**Task details**
In the entries below, find every line with "small" and copy it.

**Provided entries**
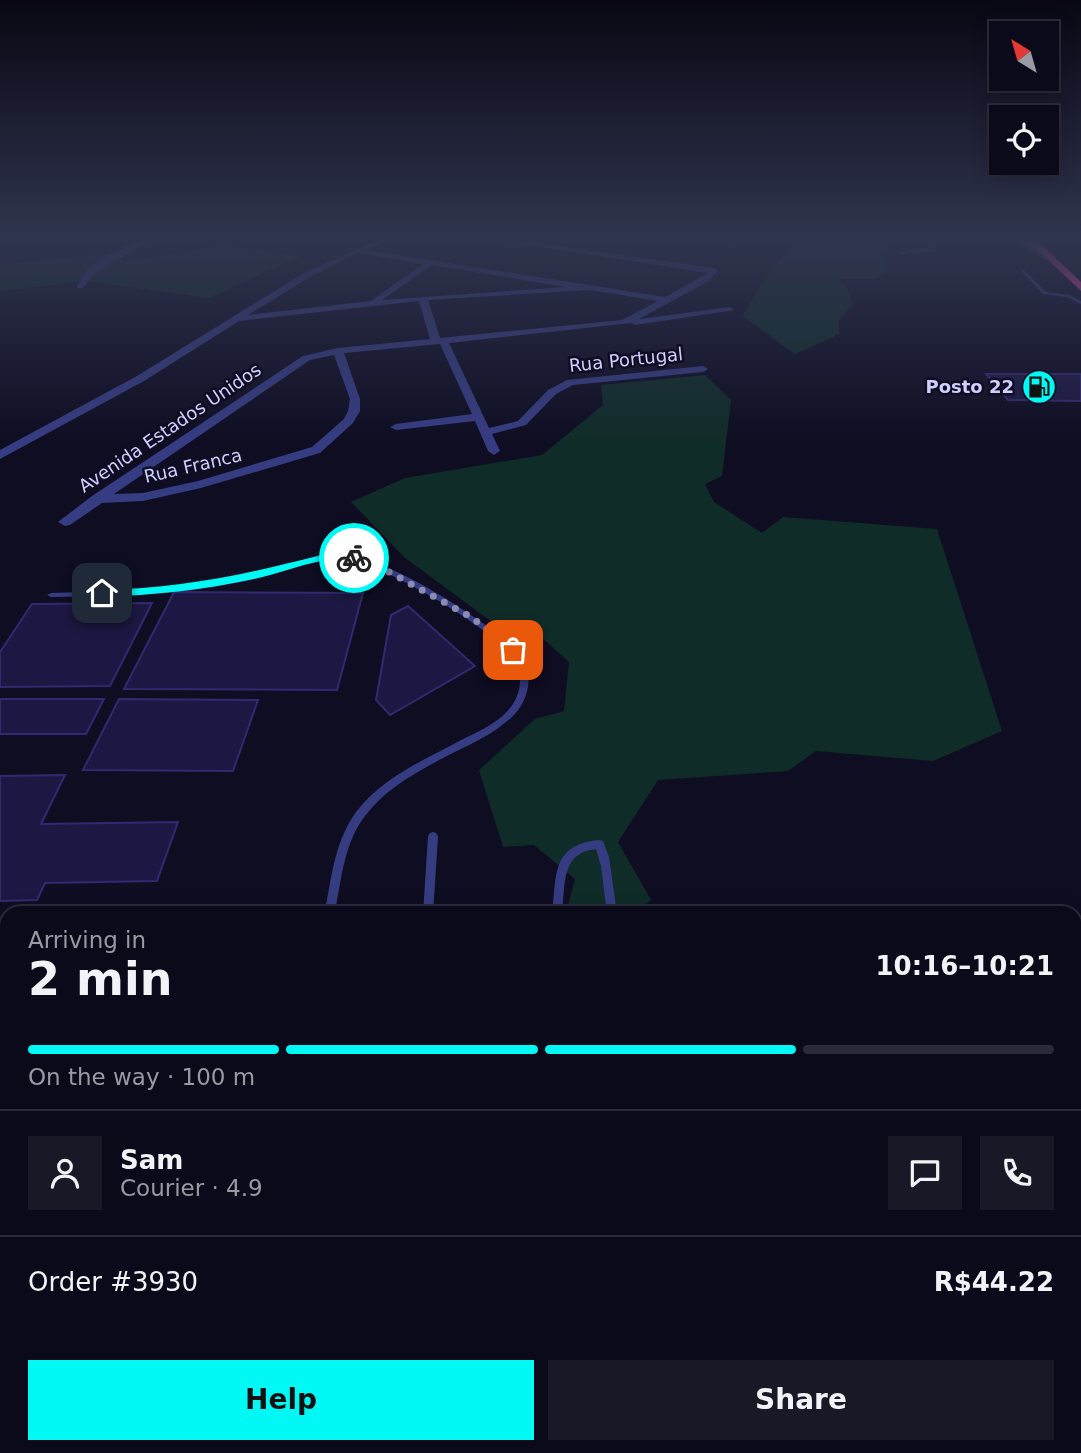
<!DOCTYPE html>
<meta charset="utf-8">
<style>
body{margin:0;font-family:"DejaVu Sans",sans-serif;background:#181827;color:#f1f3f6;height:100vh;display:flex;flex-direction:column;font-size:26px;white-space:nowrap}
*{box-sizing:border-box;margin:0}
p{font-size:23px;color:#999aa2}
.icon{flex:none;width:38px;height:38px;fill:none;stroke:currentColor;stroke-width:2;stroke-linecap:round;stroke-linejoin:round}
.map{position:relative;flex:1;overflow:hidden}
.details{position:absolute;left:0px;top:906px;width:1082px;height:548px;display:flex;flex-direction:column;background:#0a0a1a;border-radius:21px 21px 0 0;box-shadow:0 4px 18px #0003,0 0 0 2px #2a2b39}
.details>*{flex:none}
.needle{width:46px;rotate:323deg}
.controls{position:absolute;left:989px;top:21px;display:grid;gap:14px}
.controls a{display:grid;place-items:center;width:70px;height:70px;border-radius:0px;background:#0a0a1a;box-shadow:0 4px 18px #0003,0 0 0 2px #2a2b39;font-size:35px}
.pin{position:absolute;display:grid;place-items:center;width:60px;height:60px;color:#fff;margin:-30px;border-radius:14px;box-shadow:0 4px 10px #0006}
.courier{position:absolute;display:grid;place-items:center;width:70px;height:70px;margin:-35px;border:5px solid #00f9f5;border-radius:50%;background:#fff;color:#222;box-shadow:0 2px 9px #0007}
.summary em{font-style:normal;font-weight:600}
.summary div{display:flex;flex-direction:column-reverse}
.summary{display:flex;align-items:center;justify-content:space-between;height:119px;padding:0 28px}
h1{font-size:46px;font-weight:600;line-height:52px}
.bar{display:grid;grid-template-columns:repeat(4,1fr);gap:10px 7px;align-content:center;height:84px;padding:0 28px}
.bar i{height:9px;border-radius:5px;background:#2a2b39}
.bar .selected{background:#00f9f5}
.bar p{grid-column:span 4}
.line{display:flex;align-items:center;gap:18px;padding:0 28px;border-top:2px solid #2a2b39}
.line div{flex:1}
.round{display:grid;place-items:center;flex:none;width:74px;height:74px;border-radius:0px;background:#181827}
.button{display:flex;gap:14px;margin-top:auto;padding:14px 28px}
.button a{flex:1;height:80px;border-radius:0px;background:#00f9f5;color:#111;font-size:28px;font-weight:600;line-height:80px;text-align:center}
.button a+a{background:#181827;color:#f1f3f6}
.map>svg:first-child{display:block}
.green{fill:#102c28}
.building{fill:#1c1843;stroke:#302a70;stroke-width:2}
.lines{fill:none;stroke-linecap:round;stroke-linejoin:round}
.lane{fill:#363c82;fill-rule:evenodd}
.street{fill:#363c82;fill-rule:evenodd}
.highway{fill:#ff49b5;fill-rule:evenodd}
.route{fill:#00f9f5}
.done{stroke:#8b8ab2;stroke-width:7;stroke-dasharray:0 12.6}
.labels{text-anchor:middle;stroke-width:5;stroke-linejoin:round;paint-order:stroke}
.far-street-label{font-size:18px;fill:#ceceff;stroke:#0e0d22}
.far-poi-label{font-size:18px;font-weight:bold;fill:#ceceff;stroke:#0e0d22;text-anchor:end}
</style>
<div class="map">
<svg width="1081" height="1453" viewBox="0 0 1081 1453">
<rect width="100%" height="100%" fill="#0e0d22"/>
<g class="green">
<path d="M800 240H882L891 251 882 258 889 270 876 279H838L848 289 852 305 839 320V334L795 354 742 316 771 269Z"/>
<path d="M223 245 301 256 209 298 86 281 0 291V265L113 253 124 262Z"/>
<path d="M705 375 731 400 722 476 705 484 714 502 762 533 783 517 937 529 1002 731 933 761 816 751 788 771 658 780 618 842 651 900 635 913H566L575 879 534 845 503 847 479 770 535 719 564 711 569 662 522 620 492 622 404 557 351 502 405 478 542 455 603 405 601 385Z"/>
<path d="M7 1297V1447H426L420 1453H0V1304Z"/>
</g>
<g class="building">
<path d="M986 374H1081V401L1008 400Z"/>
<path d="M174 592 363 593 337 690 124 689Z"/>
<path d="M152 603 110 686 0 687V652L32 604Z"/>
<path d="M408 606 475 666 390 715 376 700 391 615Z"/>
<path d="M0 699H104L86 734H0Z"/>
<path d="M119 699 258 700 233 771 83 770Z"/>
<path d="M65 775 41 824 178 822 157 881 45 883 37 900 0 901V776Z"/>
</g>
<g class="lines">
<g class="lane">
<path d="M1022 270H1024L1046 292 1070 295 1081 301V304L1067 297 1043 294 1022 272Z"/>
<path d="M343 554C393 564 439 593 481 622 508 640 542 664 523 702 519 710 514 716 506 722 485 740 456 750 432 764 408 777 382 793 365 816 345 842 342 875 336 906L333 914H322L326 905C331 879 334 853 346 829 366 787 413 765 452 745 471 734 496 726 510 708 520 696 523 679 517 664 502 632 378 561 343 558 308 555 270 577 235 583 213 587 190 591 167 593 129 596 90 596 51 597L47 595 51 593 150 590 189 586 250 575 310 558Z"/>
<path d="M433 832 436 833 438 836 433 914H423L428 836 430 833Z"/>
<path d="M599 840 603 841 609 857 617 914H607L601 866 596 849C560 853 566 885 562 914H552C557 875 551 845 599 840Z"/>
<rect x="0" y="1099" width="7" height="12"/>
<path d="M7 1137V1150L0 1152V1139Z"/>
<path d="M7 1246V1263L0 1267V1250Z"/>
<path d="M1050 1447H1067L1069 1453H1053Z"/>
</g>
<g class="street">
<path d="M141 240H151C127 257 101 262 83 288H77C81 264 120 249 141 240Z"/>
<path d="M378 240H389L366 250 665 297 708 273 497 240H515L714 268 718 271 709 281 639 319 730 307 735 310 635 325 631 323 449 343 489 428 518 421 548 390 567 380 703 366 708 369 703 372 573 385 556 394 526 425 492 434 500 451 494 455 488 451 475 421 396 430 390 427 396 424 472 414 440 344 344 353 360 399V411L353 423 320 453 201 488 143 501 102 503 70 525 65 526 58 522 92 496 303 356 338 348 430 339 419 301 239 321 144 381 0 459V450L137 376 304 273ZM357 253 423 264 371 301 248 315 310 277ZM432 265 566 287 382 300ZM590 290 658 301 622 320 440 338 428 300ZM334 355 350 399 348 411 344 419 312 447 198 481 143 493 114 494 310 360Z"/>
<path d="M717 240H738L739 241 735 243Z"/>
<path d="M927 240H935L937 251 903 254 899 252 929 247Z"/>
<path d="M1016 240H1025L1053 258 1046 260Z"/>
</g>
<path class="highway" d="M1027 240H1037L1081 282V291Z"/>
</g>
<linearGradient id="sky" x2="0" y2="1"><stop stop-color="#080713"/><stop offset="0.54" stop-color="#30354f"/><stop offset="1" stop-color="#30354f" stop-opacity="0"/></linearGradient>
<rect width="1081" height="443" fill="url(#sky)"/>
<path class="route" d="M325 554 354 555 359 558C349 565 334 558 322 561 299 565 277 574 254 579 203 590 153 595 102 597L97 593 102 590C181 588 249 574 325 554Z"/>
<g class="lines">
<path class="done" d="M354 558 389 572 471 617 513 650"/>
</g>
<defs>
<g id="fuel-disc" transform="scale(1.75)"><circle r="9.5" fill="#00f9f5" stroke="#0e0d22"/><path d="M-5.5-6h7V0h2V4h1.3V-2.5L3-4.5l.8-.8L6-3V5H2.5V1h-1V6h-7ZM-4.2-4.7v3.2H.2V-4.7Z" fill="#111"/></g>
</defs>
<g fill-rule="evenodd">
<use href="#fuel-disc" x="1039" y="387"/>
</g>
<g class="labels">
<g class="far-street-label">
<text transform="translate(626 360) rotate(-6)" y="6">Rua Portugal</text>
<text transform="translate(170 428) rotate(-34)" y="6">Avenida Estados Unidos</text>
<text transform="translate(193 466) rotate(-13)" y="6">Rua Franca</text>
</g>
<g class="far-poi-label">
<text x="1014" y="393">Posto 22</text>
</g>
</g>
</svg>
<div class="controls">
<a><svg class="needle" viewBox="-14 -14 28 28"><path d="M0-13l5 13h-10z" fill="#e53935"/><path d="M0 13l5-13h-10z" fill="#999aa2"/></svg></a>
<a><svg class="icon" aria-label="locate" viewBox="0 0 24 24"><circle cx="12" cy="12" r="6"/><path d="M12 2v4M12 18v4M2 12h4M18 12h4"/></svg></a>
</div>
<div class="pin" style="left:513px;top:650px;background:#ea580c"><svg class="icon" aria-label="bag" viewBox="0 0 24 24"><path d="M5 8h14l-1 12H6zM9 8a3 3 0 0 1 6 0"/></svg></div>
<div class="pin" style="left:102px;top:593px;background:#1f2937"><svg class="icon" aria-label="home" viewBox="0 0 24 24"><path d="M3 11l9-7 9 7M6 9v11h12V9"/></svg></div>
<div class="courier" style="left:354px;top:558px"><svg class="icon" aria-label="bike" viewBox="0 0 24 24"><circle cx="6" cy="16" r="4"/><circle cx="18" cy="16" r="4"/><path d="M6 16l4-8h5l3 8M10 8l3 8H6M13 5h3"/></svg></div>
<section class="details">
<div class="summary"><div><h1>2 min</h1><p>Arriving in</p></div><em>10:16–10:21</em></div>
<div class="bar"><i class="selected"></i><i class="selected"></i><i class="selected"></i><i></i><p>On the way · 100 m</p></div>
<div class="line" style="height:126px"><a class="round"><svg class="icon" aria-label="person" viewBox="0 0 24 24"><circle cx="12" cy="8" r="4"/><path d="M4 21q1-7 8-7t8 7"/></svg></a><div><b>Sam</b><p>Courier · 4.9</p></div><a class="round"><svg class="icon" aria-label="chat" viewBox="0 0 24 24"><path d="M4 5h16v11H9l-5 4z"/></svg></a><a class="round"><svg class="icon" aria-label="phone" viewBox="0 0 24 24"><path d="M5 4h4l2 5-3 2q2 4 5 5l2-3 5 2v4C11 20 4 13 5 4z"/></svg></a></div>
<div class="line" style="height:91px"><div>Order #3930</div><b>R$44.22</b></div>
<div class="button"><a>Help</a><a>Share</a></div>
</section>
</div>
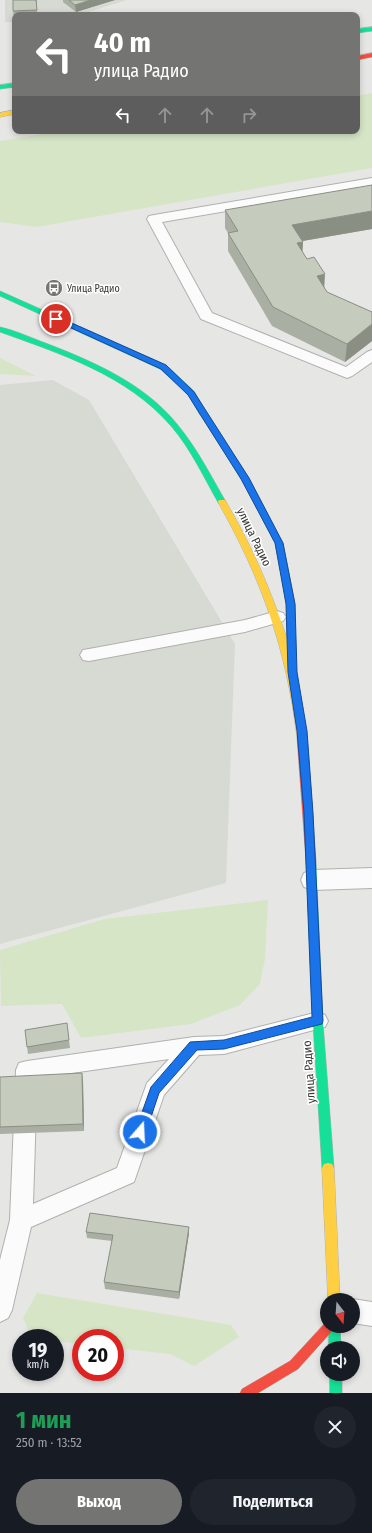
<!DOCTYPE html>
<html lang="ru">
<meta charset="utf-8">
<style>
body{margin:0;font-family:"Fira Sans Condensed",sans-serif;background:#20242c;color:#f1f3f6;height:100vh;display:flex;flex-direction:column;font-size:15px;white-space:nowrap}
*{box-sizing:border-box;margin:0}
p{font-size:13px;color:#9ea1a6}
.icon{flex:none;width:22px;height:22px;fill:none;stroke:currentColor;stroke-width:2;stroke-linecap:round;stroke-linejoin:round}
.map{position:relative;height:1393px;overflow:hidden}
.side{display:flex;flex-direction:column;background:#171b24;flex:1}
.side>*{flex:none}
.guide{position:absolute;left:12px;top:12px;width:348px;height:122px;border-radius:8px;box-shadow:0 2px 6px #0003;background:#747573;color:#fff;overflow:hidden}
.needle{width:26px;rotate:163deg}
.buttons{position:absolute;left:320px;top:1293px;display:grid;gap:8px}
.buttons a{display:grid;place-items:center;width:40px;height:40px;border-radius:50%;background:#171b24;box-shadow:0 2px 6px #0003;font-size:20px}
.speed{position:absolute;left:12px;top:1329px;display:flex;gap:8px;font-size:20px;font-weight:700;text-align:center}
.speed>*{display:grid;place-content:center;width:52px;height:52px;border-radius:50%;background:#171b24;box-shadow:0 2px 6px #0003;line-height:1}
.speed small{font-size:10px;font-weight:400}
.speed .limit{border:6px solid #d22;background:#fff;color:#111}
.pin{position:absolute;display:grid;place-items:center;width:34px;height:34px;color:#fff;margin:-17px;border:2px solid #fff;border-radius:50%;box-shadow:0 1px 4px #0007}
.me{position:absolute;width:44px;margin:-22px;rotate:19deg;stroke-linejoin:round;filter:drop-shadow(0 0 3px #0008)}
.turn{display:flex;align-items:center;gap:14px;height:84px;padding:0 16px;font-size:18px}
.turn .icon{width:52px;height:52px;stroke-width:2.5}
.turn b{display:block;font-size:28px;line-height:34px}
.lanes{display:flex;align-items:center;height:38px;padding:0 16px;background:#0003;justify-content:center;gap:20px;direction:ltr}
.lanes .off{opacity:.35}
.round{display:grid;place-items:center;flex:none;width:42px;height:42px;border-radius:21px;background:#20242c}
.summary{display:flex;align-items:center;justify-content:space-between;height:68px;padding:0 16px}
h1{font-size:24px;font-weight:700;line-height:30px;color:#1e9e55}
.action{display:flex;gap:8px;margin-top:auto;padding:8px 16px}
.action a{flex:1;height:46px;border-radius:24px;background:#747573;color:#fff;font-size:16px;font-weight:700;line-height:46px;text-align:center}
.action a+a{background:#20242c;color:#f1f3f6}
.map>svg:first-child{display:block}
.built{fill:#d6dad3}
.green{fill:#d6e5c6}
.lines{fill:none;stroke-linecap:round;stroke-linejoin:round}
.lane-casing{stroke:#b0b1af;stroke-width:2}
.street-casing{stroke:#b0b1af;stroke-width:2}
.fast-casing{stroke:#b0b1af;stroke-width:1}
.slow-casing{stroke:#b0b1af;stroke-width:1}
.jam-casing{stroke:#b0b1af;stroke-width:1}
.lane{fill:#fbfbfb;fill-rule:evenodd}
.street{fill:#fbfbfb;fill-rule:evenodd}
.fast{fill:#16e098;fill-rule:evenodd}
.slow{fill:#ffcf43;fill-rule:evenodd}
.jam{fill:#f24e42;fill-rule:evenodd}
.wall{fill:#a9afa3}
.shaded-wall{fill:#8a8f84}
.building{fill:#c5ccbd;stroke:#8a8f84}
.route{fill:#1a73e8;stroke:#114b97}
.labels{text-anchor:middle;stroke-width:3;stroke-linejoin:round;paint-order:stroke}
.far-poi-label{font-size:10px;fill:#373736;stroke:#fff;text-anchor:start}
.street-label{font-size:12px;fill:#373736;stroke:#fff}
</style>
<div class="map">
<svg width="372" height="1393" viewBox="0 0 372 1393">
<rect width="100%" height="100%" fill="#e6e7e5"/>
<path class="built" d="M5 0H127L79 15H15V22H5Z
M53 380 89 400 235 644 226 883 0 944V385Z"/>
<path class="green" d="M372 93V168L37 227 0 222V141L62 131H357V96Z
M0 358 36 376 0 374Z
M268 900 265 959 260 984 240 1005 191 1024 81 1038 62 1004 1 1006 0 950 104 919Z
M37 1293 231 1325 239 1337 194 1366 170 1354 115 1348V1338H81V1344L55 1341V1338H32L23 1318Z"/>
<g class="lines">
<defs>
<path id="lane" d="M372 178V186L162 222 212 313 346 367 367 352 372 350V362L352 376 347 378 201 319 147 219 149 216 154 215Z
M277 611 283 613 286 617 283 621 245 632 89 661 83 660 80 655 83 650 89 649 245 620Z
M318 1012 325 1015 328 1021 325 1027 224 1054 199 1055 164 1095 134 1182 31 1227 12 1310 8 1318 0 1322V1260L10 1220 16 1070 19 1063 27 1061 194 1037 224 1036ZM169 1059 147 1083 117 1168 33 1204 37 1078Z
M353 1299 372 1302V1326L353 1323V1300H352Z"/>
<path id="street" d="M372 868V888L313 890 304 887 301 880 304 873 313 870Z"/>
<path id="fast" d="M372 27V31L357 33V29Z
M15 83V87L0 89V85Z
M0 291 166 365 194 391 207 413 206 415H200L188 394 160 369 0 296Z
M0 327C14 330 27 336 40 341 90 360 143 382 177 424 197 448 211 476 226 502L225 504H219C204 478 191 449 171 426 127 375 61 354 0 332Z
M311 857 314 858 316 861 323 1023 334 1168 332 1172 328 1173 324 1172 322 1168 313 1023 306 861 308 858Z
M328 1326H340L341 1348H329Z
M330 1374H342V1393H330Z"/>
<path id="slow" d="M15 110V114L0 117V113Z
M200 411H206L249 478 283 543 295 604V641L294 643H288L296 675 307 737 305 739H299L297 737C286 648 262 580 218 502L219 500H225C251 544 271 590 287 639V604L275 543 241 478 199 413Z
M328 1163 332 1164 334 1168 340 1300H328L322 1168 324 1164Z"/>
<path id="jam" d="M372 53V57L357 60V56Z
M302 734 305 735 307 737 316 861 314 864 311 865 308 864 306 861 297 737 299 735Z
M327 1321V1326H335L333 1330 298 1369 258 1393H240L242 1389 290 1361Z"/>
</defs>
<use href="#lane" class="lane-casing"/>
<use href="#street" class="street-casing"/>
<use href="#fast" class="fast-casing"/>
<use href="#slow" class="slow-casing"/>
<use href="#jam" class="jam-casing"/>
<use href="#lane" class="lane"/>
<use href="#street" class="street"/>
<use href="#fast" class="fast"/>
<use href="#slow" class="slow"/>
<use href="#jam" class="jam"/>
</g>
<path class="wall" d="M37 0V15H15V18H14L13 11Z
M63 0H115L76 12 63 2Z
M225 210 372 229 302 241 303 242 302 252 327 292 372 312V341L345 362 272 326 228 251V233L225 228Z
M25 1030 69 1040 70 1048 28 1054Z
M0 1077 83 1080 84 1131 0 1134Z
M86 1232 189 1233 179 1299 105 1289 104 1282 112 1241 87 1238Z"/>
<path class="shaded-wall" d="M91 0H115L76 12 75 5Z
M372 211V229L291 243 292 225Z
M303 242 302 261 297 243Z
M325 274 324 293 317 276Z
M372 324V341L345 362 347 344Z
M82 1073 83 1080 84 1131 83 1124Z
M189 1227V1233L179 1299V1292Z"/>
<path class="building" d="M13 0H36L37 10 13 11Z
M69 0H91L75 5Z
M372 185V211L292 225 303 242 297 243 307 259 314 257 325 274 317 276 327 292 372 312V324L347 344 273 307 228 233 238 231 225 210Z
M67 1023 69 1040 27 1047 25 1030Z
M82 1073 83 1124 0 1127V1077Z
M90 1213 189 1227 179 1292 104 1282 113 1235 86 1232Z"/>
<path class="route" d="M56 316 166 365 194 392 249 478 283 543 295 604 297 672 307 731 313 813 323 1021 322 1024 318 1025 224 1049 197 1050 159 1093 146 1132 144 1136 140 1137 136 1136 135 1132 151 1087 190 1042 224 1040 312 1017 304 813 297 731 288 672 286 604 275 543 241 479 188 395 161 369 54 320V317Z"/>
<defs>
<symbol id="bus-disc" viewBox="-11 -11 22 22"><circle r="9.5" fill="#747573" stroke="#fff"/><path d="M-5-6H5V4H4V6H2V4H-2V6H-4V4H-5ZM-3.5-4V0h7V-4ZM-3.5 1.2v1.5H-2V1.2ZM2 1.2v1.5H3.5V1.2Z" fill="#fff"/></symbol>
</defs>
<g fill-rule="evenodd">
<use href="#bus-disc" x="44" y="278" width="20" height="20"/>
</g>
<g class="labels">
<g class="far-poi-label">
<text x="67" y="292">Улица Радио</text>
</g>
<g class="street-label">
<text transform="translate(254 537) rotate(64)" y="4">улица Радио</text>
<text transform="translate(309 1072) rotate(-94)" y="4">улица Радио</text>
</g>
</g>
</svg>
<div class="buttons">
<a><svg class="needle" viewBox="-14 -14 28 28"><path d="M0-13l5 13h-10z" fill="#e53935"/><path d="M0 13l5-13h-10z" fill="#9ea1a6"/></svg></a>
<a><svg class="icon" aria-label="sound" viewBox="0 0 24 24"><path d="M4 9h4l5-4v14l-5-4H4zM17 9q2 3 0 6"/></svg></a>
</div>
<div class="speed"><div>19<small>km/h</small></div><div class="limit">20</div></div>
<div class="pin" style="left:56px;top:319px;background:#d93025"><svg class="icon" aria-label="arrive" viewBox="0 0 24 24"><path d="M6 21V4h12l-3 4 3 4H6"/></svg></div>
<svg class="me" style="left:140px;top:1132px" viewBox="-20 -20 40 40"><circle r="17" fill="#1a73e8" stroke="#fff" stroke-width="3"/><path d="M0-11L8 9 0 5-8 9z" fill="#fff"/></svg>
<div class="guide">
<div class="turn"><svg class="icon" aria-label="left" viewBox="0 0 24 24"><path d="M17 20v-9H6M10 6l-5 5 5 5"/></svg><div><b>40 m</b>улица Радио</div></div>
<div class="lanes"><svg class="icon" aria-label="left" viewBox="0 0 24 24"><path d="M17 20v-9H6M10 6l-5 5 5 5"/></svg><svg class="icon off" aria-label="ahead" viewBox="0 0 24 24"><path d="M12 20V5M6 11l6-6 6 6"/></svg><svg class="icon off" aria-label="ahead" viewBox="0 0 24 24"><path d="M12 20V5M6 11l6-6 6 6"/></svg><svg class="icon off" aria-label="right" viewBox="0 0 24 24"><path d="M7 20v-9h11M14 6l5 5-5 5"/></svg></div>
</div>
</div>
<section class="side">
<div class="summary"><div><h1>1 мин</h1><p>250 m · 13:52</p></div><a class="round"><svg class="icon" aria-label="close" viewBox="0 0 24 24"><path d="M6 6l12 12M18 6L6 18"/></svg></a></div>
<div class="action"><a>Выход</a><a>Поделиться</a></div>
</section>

**Answer to this exercise**
.speed small{font-size:10px;font-weight:400}
<div class="speed"><div>19<small>km/h</small></div><div class="limit">20</div></div>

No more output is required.